Etkinlikte çokça insan vardı ancak oyunu herkes tek başına oynadı, o yüzden bir co-op tecrübesi olarak nasıl olacağı konusunda herhangi bir öngörü oluşturabilmiş değilim ki Redfall söz konusu olduğunda aklımdaki en büyük soru bu. Arkane’in hikâye anlatım tercihlerin önceki oyunlarındaki gibi olduğunu gördüğümde bunun Redfall’un co-op doğası ile bir tezat oluşturacağından da şüphelenmeye başlamadım desem yalan olur çünkü. Dishonored ve Prey gibi klasiklerini oynayanlarınız bilir, Arkane mekân tasarımına, çevresel hikâye anlatımına epey önem veriyor, mekânların anlattıklarını da karakterlerin anlattıklarıyla, ancak birinci ağızdan değil notlar ve ses kayıtları gibi şeyler üzerinden desteklemeyi seviyorlar. Oyunlarında çok az ara sahne oluyor, bunlar da genelde bölüm aralarına serpiştiriliyor, kontrolü bir kere oyuncuya verdiler mi geri almayı pek istemiyorlar. Redfall da bu noktada önceki Arkane oyunlarından ayrışıyor gibi gözükmüyor ve sanırım açık dünya olduğu için görev arası sahneleri bile olmayabilir oyunda.

Bu durum hikâye anlatımı açısından kendi keyfi hızımızda değil başkalarıyla oynadığımız, grup temposuna uymak gerekecek bir oyunda sorun yaratabilecek bir şey. Etkinlikte oynadığımız senaryo görevinde, dört büyük vampir tanrısından biri olan The Hollow Man’in eskiden yaşadığı yerdeki psişik yankılarını seyrederek, onu şu an olduğu yaratığa dönüştüren anlara tanıklık ediyorduk. Bu yankılarla, bulup malikanenin bir köşesindeki bebek evine getirdiğimiz oyuncak bebekler sayesinde karşılaşıyorduk. Durup bunları izlemem gerekti yani ve açıkçası internette rastgele eşleştiğim, şebeklik yapmayı sevmesi kuvvetle muhtemel birilerinin hikâye anlatımını nasıl sabote edebileceğini düşünmek bile istemiyorum. Ha oyun Game Pass’e geldiği için elbette kolay erişilebilir olacak ve milleti oyunu almaya ikna etmek gerekmeden arkadaş grubu toplayıp kafa dengi insanlarla oynayabileceğiz evet. Ancak yine ben yine de insanların hele de vakitleri sınırlıysa oynanışa ara verip oturup anı dinlemek isteyeceği bir durum canlandıramıyorum kafamda pek. Bu açıdan oyunun co-op yapısı ile Immersive Sim doğası birbiriyle fena çakışabilir gibi geliyor bana.
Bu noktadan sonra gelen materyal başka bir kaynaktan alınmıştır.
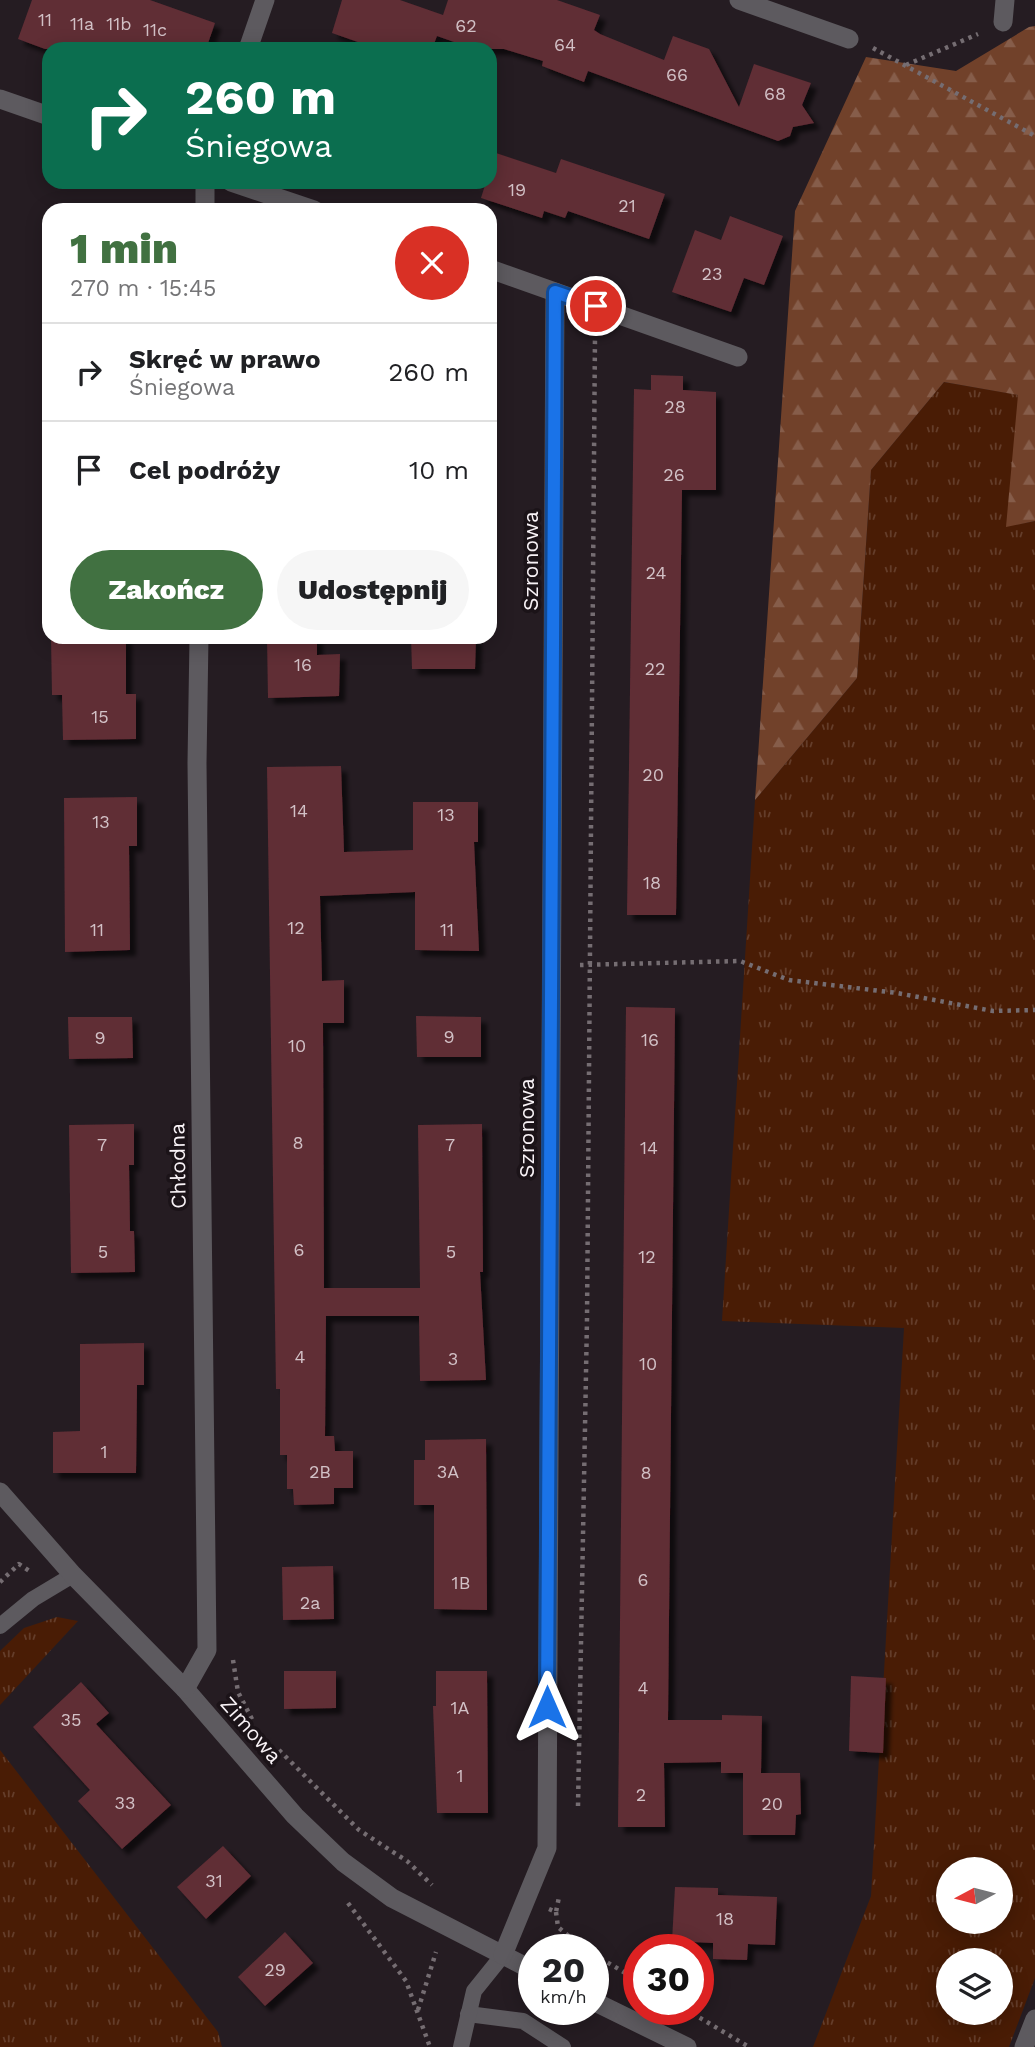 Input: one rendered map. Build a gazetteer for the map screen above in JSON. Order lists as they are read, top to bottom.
{
  "streets": {
    "street": ["Szronowa", "Chłodna", "Zimowa"]
  },
  "crossings": [
    ["Szronowa", "Zimowa"],
    ["Chłodna", "Zimowa"]
  ],
  "house_numbers": [
    "11",
    "11a",
    "11b",
    "62",
    "11c",
    "64",
    "66",
    "68",
    "19",
    "21",
    "23",
    "28",
    "26",
    "24",
    "16",
    "22",
    "15",
    "20",
    "14",
    "13",
    "13",
    "18",
    "12",
    "11",
    "11",
    "9",
    "9",
    "16",
    "10",
    "8",
    "7",
    "7",
    "14",
    "6",
    "5",
    "5",
    "12",
    "4",
    "3",
    "10",
    "1",
    "2B",
    "3A",
    "8",
    "6",
    "1B",
    "2a",
    "4",
    "1A",
    "35",
    "1",
    "2",
    "33",
    "20",
    "31",
    "18",
    "29"
  ],
  "north": "left",
  "page": {
    "turn": ["260 m", "Śniegowa"],
    "heading": ["1 min", "270 m · 15:45"],
    "list": [
      {
        "name": "Skręć w prawo",
        "note": "Śniegowa",
        "value": "260 m"
      },
      {
        "name": "Cel podróży",
        "value": "10 m"
      }
    ],
    "buttons": ["Zakończ", "Udostępnij"],
    "speed": "20 km/h",
    "limit": "30"
  }
}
Oyundaki düşmanlarımız vampirler ve vampire tapanlar olarak ikiye ayrılıyor. “Cultist” olarak sınırlandırılan insan düşmanlarımız, “kelle mermileme” yöntemiyle hızlıca indirebileceğimiz tiplerken, vampirler o kadar kolay alaşağı edilemiyorlar. Uzun kollu, ekstra dayanıklı ve çok çeşitli vampirlerimizi, sağlıklarını dibe indirip akabinde silahımızın namlusuna bir süngü gibi taktığımız tahta kazıkla kazıklayarak haklıyoruz. Bunun bir alternatifi de kendilerini Devinder’ın Blacklight becerisi veya UV silahları ile ultraviyole ışığa maruz bırakıp sonra tek yumrukla vampir tanrısına kavuşturmak. UV ışığın bir başka işlevi de etrafa kırmızı renkli ölümcül bir gaz salan, “yere kök salmış” kimi yaratıkları uzaktan etkisiz hale getirmemize ve haritayı daha güvenli kılmamıza olanak sağlaması.

Harita demişken, bize epey sınırlı bir içerik göstermeleriyle alakalı olarak oyunun bize sundukları giriş haritası epey boştu, oyunda olacağını açıklanan yan görevler aktif değildi. Oynadığımız o biricik ana görevin yanında en göze çarpan etkinlik Vampire Nest temizliğiydi. Haritada mavi renkli bir aura ile varlığını belli eden vampir yuvaları, o alanı daha güvenli hale getirirken aynı zamanda ekstra ganimet edinmeye yarayan, rastgele oluşturulmuş zindanlar. İçlerini düşmandan temizleyip, merkezlerindeki kalbi bulup yok ediyor, sonrasında bize verilen bir dakikalık süre içerisinde dört farklı sandıktan eşyaları cepleyip çıkışa koşuyoruz. Vampir yuvalarında yeni silahlar haricinde bir de kullandığımız Medkit’lere ekstra bonuslar veren vampir kanlarını bulabiliyoruz.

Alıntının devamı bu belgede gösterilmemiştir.